(Saved entries)
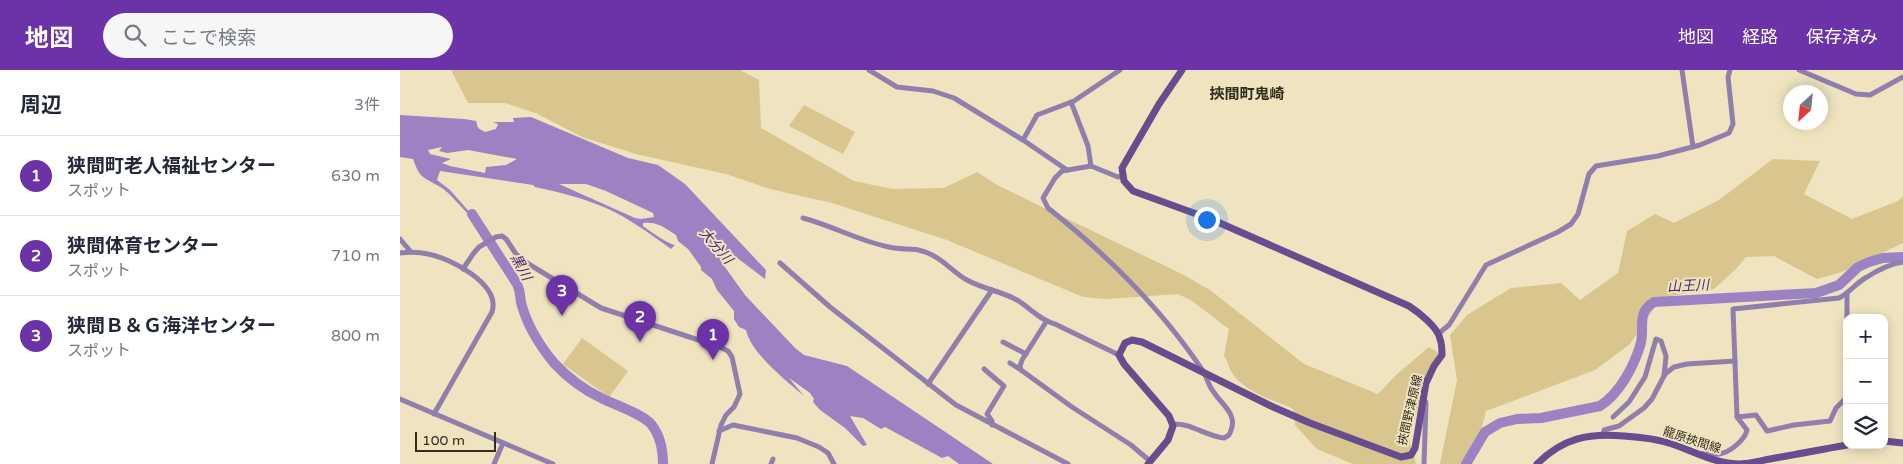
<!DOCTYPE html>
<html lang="ja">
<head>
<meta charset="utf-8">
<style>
	body { margin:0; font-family:"Varela Round","Noto Sans JP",sans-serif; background:#f6f6f7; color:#1f2937 }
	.controls { position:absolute; right:15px; bottom:15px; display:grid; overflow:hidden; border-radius:10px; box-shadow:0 2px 12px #0003 }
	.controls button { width:45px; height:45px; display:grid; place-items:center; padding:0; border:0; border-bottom:1px solid #e0e1e3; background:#fff; color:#1f2937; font:25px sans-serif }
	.compass { position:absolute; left:1383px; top:15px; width:45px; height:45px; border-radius:50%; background:#fff; box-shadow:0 2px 12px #0003; rotate:207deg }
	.scale { position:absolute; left:15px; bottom:12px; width:81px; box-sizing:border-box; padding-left:5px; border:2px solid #302c1e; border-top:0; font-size:14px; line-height:18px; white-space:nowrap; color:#302c1e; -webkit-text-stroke:4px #efe4bf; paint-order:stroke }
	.you { position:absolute; left:806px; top:149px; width:18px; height:18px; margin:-12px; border:4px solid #fff; border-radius:50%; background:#1a73e8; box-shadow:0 0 0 8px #1a73e833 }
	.badge { display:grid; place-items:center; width:32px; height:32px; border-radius:50%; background:#6c32a8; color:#fff; font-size:16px; font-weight:700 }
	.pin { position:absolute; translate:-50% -41px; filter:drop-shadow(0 1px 2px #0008) }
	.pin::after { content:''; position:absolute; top:26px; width:18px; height:15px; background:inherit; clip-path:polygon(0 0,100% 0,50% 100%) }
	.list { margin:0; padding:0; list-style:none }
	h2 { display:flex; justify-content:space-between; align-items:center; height:65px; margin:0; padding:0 20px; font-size:21px }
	h2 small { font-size:16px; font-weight:400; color:#747a83 }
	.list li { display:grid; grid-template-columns:32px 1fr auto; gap:15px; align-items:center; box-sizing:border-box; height:80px; padding:0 20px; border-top:1px solid #e0e1e3 }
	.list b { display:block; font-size:19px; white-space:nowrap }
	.list p { margin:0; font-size:16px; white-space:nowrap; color:#747a83 }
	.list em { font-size:16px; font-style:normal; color:#747a83 }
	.icon { flex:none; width:28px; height:28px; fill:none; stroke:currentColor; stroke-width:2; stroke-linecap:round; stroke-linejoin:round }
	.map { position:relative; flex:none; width:1503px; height:394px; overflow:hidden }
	header { display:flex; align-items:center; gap:30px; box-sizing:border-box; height:70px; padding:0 25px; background:#6c32a8; color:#fff }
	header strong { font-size:24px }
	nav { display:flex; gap:28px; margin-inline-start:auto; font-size:18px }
	.search { width:350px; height:45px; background:#f6f6f7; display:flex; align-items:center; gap:12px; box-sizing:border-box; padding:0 18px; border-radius:28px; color:#747a83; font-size:19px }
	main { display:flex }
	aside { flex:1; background:#fff }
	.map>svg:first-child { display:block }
	.green { fill:#d8c68e }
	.water { fill:#9c82c2; fill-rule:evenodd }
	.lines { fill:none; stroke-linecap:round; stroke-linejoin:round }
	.river { stroke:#9c82c2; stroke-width:10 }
	.minor { stroke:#907eac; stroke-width:5 }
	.secondary { stroke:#684c8e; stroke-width:7 }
	.labels { text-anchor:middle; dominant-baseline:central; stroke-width:4; stroke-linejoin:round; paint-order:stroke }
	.street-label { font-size:12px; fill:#302c1e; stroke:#efe4bf }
	.water-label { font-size:14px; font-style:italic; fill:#4c2874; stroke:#efe4bf }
	.quarter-label { font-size:15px; font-weight:bold; fill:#302c1e; stroke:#efe4bf }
</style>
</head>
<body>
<header>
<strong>地図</strong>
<div class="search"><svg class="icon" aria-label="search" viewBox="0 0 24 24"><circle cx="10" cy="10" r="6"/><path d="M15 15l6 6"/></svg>ここで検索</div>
<nav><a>地図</a><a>経路</a><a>保存済み</a></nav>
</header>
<main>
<aside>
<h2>周辺<small>3件</small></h2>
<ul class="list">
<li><span class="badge">1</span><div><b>狭間町老人福祉センター</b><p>スポット</p></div><em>630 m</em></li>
<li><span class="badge">2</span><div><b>狭間体育センター</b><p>スポット</p></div><em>710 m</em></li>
<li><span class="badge">3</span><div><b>狭間Ｂ＆Ｇ海洋センター</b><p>スポット</p></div><em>800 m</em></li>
</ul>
</aside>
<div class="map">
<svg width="1503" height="394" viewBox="0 0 1503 394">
	<rect width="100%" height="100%" fill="#efe4bf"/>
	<g class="green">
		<path d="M51 0H340L359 10 361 58 454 111 492 119 544 118 577 102 597 115 782 204 810 220 904 294 978 324 995 306 1029 277 1040 284 1031 294 1026 305 1021 327 1009 369 1016 394H953L917 379 895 355 893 339C874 330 844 322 832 303 829 298 828 291 824 286L829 259 792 231 778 224 706 229 683 227 547 170 432 133 370 119 326 104 236 84 182 67 138 44 105 33H68Z"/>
		<path d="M404 35 455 62 443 84 389 56Z"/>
		<path d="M1373 89 1420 91 1404 124 1452 149 1498 131 1503 126V173L1442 202 1417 209 1374 186 1346 187 1336 199 1314 219 1262 227 1230 274 1195 300 1086 341 1072 394H1040L1057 310 1050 265 1067 245 1111 218 1161 213 1180 230 1218 203 1227 161 1255 144 1274 153 1319 130Z"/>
		<path d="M182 268 228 301 209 327 163 294Z"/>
	</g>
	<path class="water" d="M0 45 64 49 76 51 78 58 85 62 96 59 98 54 93 52H114L113 48 131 47 228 88 258 95 285 114 366 200 365 209 332 184 318 177 322 193 345 225 395 278 404 285 447 296 593 394H559L548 386 542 388 485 357 481 359 463 348 450 346 467 375 463 376 445 358 420 340 413 332 414 329 410 323 389 308 404 326C385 310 351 283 346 260L339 257 334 249V241L317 220 312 209 301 200V197L288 179 278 171 276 165C265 158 257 151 243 153V156C250 161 268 174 275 175L271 179C250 164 229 148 206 138 183 128 159 122 135 117L133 115 40 101 37 110 50 120 81 155C75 153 54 128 47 122 39 114 27 112 20 104 17 100 15 94 13 89L0 87ZM42 77 39 81 47 83 68 80 117 89 106 95 86 97 85 103 50 96 42 93 51 89 30 84 28 80ZM159 114H186L206 121 253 143 254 147 241 149 235 148Z"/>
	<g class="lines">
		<g class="river">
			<path d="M72 144 117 214C122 224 119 228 122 236 128 257 140 276 154 293 167 307 186 321 203 329 216 335 242 344 251 354 260 365 263 380 263 394"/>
			<path d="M1066 394 1085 362 1100 353 1117 349 1141 348 1200 336C1219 324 1233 298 1240 276 1246 259 1235 243 1254 232L1416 223 1439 215 1458 197 1469 192 1483 188 1503 187"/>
		</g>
		<g class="minor">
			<path d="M469 0 497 17 533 21 554 28 623 70 667 100"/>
			<path d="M1282 0 1293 77"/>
			<path d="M1399 0 1456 24 1470 25 1503 7"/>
			<path d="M671 32 688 76 691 96 718 107 722 106"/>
			<path d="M623 70 637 45 674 31 720 0"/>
			<path d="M691 96 662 101 655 108 643 128 648 138C706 184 761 238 803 301 807 307 808 315 813 321 820 333 838 344 831 360 830 365 828 366 824 368 805 366 792 353 773 354"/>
			<path d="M403 148C433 156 459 171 489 177 505 181 514 176 530 184 544 190 554 203 567 210 583 219 601 221 617 230 630 238 641 251 655 254L719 285"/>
			<path d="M0 169 11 182"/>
			<path d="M0 183C9 182 19 182 28 184 50 188 101 214 92 242L34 344"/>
			<path d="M380 193 430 237 556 335 668 394"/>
			<path d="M63 199 73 184 79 177 96 167 102 166 106 169 116 184 127 193 201 238 320 277 328 281 332 287 340 324 334 337 326 345 321 355 312 394"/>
			<path d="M1447 224V248"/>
			<path d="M646 252 622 290 620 296 621 300 672 337 731 375 750 391"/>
			<path d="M1038 264 1049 255 1086 195 1158 162 1171 154 1178 144 1189 104 1196 96 1258 86 1300 75 1329 63 1333 54 1328 7 1330 0"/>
			<path d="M603 272 626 284"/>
			<path d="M610 293 621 300"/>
			<path d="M584 299 604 316 587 344 592 351V355"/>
			<path d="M528 314 592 220"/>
			<path d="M0 329 153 394"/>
			<path d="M1213 347 1229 332 1245 307 1256 269 1261 271 1266 286 1264 306"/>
			<path d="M1337 347 1356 345 1367 361 1394 355 1430 351 1436 338 1447 327"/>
			<path d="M319 361 333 355 397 368 419 377 428 383 434 394"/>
			<path d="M1203 364 1204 360 1219 356 1244 338 1252 329 1265 304 1274 297 1287 294 1335 291"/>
			<path d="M1298 385C1305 381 1311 385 1319 384 1329 383 1345 370 1347 360L1337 347 1333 239 1439 228C1449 223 1456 213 1467 207 1478 200 1490 194 1503 192"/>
			<path d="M94 394 103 373"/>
			<path d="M371 394 373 389"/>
			<path d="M1024 394 1026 332"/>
		</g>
		<g class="secondary">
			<path d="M1484 371 1503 373"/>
			<path d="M748 394 768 370 773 356 769 346 724 294 719 285 725 273 732 270 742 272 871 336 910 353 1001 387 1011 385 1015 378 1026 313 1034 296 1042 285C1042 280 1042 274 1040 269 1038 257 1018 242 1009 236L813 150 733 121 724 111 722 98 759 34 782 0"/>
			<path d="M1137 394C1163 368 1188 363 1224 366 1240 367 1257 369 1272 374 1295 382 1314 393 1338 394 1350 394 1363 390 1375 388 1399 384 1423 379 1447 375"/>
		</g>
	</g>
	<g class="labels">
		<g class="street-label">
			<text transform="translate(1010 340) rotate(-77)">挾間野津原線</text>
			<text transform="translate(1292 370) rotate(18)">龍原挾間線</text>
		</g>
		<g class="water-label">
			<text transform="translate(316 176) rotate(49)">大分川</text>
			<text transform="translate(121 197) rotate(61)">黒川</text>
			<text transform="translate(1288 216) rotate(-3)">山王川</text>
		</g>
		<g class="quarter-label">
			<text x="847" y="24">挾間町鬼崎</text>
		</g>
	</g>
</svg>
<div class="controls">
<button>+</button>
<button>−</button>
<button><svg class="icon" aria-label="layers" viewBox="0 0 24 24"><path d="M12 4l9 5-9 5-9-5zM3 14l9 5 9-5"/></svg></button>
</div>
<svg class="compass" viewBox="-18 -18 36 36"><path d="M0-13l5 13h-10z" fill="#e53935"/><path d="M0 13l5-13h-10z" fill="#747a83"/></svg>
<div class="scale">100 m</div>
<div class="you"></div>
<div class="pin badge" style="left:313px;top:290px">1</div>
<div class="pin badge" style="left:240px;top:272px">2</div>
<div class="pin badge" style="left:162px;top:246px">3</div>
</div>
</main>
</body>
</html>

## ACTIVITY
Starting at the first line of the records above, set down each line exactly through the one that holds "position:absolute; left:1383px; top:15px;". Omit pictures.

## TASK ANSWER
<!DOCTYPE html>
<html lang="ja">
<head>
<meta charset="utf-8">
<style>
	body { margin:0; font-family:"Varela Round","Noto Sans JP",sans-serif; background:#f6f6f7; color:#1f2937 }
	.controls { position:absolute; right:15px; bottom:15px; display:grid; overflow:hidden; border-radius:10px; box-shadow:0 2px 12px #0003 }
	.controls button { width:45px; height:45px; display:grid; place-items:center; padding:0; border:0; border-bottom:1px solid #e0e1e3; background:#fff; color:#1f2937; font:25px sans-serif }
	.compass { position:absolute; left:1383px; top:15px; width:45px; height:45px; border-radius:50%; background:#fff; box-shadow:0 2px 12px #0003; rotate:207deg }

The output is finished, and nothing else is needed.